For each line below that holds "numOctaves", return the line as it stands.

The records:
☆ ☆ ☆ ☆ ☆

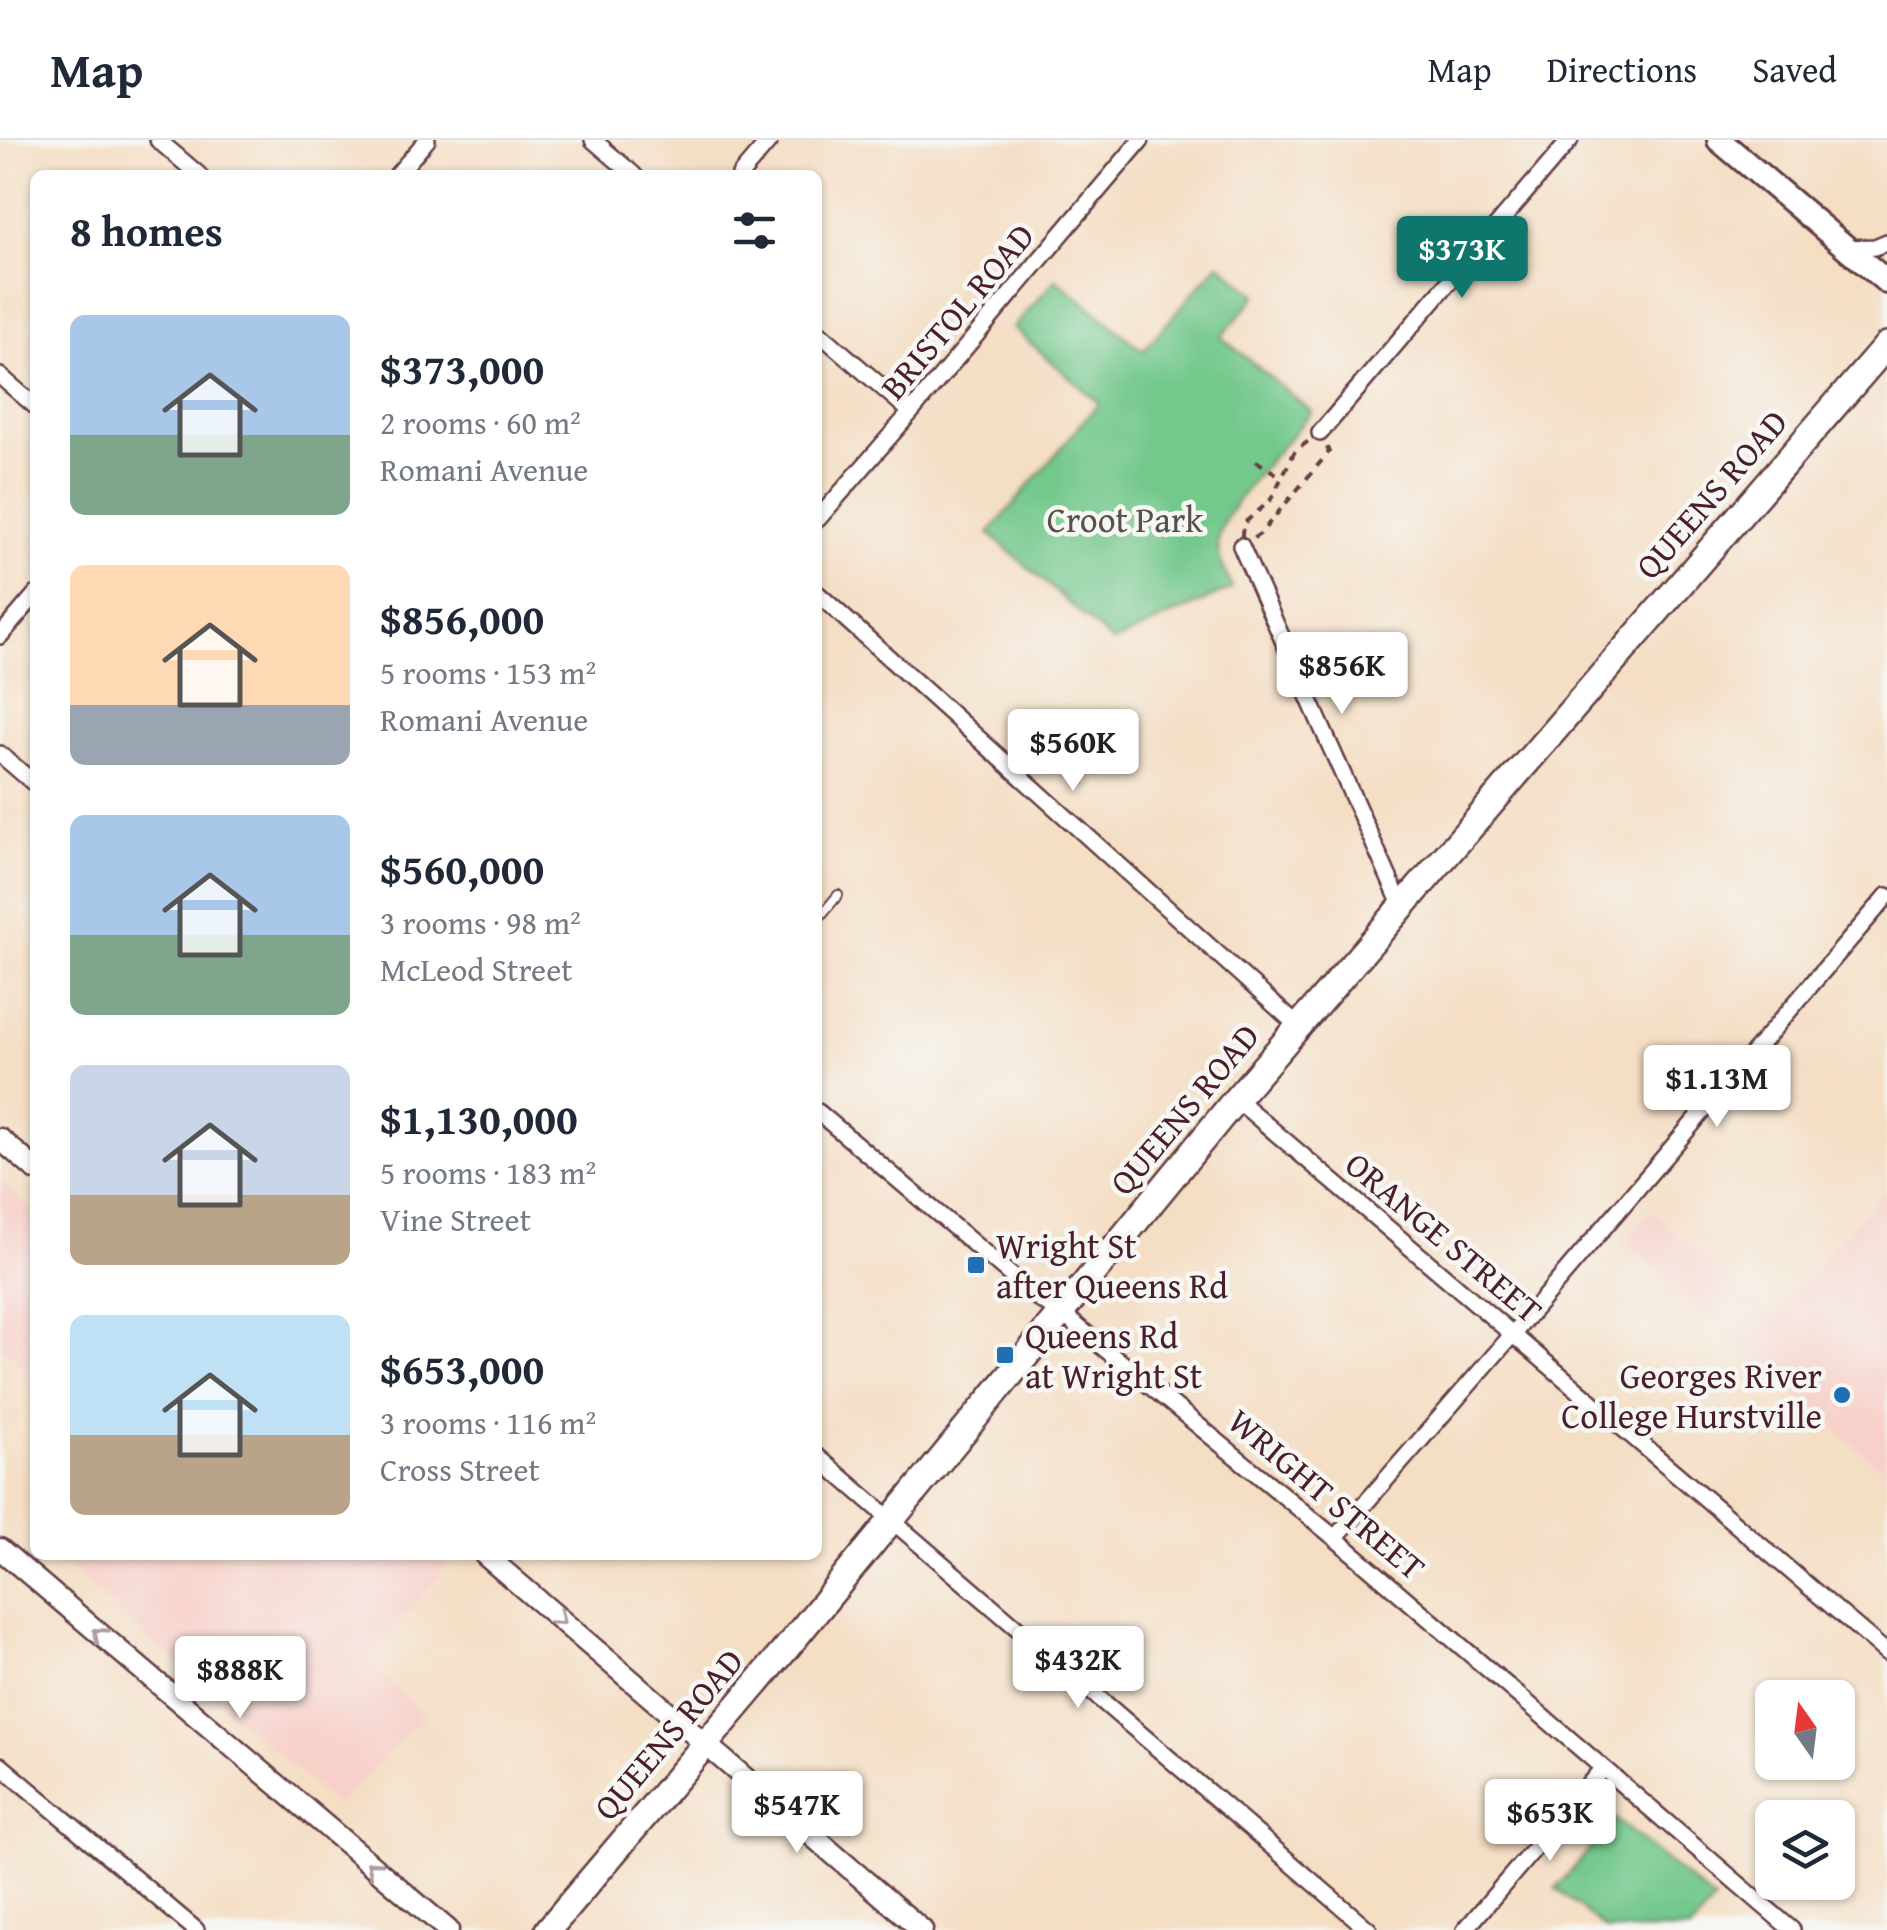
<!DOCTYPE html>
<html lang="en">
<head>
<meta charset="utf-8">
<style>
	body { margin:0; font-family:"Gentium Book Plus",serif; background:#f2f2f3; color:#1f2937; height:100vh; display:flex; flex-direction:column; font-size:38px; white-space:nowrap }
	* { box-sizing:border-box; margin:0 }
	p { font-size:32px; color:#747a83 }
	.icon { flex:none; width:55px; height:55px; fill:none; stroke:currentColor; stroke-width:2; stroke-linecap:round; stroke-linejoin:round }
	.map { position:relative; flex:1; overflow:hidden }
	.drawer { position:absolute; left:30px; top:30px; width:792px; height:1390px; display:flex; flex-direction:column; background:#fff; border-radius:15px; box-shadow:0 2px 8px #0004 }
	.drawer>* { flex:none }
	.needle { width:65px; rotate:346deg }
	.tools { position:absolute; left:1755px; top:1540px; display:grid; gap:20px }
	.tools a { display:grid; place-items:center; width:100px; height:100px; border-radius:15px; background:#fff; box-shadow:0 2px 8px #0004; font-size:50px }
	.price { position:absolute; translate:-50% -85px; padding:0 22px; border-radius:10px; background:#fff; color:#222; font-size:32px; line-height:65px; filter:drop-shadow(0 2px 5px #0008) }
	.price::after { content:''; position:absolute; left:50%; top:60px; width:30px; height:22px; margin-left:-15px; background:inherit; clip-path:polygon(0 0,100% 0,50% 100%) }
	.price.on { background:#0f766e; color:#fff }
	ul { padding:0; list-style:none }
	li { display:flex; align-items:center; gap:30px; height:250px; padding:0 40px }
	li span { display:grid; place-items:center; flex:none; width:280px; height:200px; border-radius:15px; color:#555 }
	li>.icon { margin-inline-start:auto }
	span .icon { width:120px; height:120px; fill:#fffc; stroke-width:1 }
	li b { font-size:42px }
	h2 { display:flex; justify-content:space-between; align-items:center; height:120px; padding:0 40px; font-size:42px }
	header { display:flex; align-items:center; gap:60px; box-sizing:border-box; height:140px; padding:0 50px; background:#fff; border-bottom:2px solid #e0e1e3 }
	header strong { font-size:48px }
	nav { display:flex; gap:55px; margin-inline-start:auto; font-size:35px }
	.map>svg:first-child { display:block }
</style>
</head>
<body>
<header>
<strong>Map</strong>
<nav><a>Map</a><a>Directions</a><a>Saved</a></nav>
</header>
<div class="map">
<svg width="1887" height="1790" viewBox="0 0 1887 1790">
	<rect width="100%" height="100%" fill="#f6f6f2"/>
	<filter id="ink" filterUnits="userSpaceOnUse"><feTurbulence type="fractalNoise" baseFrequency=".01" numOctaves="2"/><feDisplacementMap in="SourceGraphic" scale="20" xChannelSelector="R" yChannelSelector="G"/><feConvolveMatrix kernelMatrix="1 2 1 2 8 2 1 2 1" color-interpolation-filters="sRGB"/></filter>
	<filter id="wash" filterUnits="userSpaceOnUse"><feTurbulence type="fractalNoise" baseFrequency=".0048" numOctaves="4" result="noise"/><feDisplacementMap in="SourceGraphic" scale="40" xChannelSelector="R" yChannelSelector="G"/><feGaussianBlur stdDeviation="2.25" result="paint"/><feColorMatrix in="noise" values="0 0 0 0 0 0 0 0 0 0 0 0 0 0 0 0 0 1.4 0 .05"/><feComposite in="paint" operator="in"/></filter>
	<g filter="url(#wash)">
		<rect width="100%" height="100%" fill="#f4dec4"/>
		<!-- built -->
		<path fill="#f7d0c9" d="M0 1041 35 1071V1237L0 1205Z
			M1887 1047V1334L1623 1102 1651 1070 1773 1176Z
			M56 1415H437L448 1425 367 1520 425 1576 336 1667Z"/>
		<!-- green -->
		<path fill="#73c88c" stroke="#5e745c" stroke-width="2.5" d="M1219 123 1257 155 1221 197 1312 272C1290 298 1224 366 1219 396 1215 415 1225 431 1232 448L1113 502 989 393 1099 263 1013 188 1056 139 1143 211Z
			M1616 1680 1714 1761 1691 1790H1606L1556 1748Z"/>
	</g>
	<g filter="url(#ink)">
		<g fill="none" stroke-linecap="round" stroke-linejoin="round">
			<defs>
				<path id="service" d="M818 779 838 755"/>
				<path id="minor" d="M158 0 199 35
					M593 0 634 35
					M397 35 427 0
					M740 35 770 0
					M1846 108 1875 107 1887 102
					M818 192 911 272
					M0 236 35 266
					M1320 293 1570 0
					M818 379 911 272 1141 0
					M1241 406 1402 767
					M818 454 1299 887
					M0 496 35 455
					M0 614 35 644
					M1236 959 1887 1513
					M818 972 1040 1160 1060 1172 1335 1398 1792 1790
					M818 1317 1369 1790
					M1335 1398 1512 1195 1887 756
					M0 1625 196 1790
					M1465 1790 1602 1629"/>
				<path id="tertiary" d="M0 999 35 1029
					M0 1409 448 1790
					M485 1415 922 1790"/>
				<path id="secondary" d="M1719 0 1887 142"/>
				<path id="primary" d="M548 1790 785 1510 1236 959 1887 205"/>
			</defs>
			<!-- service casing -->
			<use href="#service" stroke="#643c42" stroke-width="12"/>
			<!-- minor casing -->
			<use href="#minor" stroke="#643c42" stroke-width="20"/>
			<!-- tertiary casing -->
			<use href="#tertiary" stroke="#643c42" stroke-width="25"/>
			<!-- secondary casing -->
			<use href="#secondary" stroke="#643c42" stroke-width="28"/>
			<!-- primary casing -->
			<use href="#primary" stroke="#643c42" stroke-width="30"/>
			<!-- path -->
			<path stroke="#643c42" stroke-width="4" stroke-dasharray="8 8" stroke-linecap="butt" d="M1320 293 1329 312 1260 394 1241 406 1243 384 1270 361 1295 311Z
				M1256 321 1283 338"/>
			<!-- service -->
			<use href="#service" stroke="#fff" stroke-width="8"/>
			<!-- minor -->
			<use href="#minor" stroke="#fff" stroke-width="15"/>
			<!-- tertiary -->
			<use href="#tertiary" stroke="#fff" stroke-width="20"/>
			<!-- secondary -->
			<use href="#secondary" stroke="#fff" stroke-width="22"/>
			<!-- primary -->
			<use href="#primary" stroke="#fff" stroke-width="25"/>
		</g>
		<!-- one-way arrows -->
		<defs><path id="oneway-chevron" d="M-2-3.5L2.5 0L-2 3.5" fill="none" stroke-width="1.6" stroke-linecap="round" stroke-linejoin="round" transform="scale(2.5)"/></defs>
		<g stroke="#ae9aa0">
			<use href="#oneway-chevron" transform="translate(559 1479) rotate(41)"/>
			<use href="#oneway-chevron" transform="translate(99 1494) rotate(-140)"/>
			<use href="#oneway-chevron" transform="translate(373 1727) rotate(-140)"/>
		</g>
	</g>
	<!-- markers -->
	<g fill="#1f6fb2" stroke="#f6f6f2" stroke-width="4">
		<rect x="966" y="1115" width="20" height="20" rx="5"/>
		<rect x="995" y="1205" width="20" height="20" rx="5"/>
		<circle cx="1842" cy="1255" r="10"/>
	</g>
	<g text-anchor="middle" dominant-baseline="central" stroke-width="9" stroke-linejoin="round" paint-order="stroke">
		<!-- street labels -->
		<g font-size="35" fill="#4a1f2b" stroke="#f6f6f2">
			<text transform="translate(957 171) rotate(-50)">BRISTOL ROAD</text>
			<text transform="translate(1711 354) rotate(-49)">QUEENS ROAD</text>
			<text transform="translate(1184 969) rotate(-50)">QUEENS ROAD</text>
			<text transform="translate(1444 1097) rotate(40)">ORANGE STREET</text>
			<text transform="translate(1327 1354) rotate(40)">WRIGHT STREET</text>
			<text transform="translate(668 1594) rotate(-50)">QUEENS ROAD</text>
		</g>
		<!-- park labels -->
		<g font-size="35" fill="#565248" stroke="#f6f6f2">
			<text x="1125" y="379">Croot Park</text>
		</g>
		<!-- poi labels -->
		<g font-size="35" fill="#4a1f2b" stroke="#f6f6f2" text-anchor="start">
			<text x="996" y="1105">Wright St<tspan x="996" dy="40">after Queens Rd</tspan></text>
			<text x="1025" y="1195">Queens Rd<tspan x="1025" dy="40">at Wright St</tspan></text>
			<text x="1822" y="1235" text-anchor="end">Georges River<tspan x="1822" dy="40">College Hurstville</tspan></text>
		</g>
	</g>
</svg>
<div class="tools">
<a><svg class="needle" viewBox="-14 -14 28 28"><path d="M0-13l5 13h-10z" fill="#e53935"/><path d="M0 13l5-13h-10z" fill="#747a83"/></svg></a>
<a><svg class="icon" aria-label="layers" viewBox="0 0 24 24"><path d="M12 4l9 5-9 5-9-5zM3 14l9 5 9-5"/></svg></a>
</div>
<b class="price on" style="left:1462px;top:161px">$373K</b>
<b class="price" style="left:1342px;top:577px">$856K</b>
<b class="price" style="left:1073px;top:654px">$560K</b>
<b class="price" style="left:1717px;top:990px">$1.13M</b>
<b class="price" style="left:1078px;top:1571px">$432K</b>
<b class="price" style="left:240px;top:1581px">$888K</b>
<b class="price" style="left:797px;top:1716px">$547K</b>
<b class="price" style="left:1550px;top:1724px">$653K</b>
<section class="drawer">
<h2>8 homes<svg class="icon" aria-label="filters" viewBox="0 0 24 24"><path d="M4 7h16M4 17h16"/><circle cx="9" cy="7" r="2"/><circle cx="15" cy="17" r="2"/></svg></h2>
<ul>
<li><span style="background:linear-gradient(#a9c7e8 60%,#7fa58c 0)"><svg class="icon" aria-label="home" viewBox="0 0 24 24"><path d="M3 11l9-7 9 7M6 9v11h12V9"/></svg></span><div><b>$373,000</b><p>2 rooms · 60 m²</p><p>Romani Avenue</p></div></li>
<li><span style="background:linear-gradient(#ffd9b3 70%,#9aa5b1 0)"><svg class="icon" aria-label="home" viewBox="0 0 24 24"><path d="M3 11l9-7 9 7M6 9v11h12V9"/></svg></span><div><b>$856,000</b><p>5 rooms · 153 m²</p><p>Romani Avenue</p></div></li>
<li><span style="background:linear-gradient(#a9c7e8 60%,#7fa58c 0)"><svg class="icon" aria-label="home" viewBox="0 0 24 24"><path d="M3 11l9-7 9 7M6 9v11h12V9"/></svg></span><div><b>$560,000</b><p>3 rooms · 98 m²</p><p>McLeod Street</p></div></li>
<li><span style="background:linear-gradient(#c9d6e8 65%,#b9a48a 0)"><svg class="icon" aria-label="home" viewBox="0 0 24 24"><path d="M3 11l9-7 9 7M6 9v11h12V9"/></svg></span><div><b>$1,130,000</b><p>5 rooms · 183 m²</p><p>Vine Street</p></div></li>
<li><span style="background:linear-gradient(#bfe0f5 60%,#b9a48a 0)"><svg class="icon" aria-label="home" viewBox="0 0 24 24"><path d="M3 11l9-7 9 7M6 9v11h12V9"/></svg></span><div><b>$653,000</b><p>3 rooms · 116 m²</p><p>Cross Street</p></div></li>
</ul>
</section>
</div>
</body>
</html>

☆ ☆ ☆ ☆ ☆

Answer:
	<filter id="ink" filterUnits="userSpaceOnUse"><feTurbulence type="fractalNoise" baseFrequency=".01" numOctaves="2"/><feDisplacementMap in="SourceGraphic" scale="20" xChannelSelector="R" yChannelSelector="G"/><feConvolveMatrix kernelMatrix="1 2 1 2 8 2 1 2 1" color-interpolation-filters="sRGB"/></filter>
	<filter id="wash" filterUnits="userSpaceOnUse"><feTurbulence type="fractalNoise" baseFrequency=".0048" numOctaves="4" result="noise"/><feDisplacementMap in="SourceGraphic" scale="40" xChannelSelector="R" yChannelSelector="G"/><feGaussianBlur stdDeviation="2.25" result="paint"/><feColorMatrix in="noise" values="0 0 0 0 0 0 0 0 0 0 0 0 0 0 0 0 0 1.4 0 .05"/><feComposite in="paint" operator="in"/></filter>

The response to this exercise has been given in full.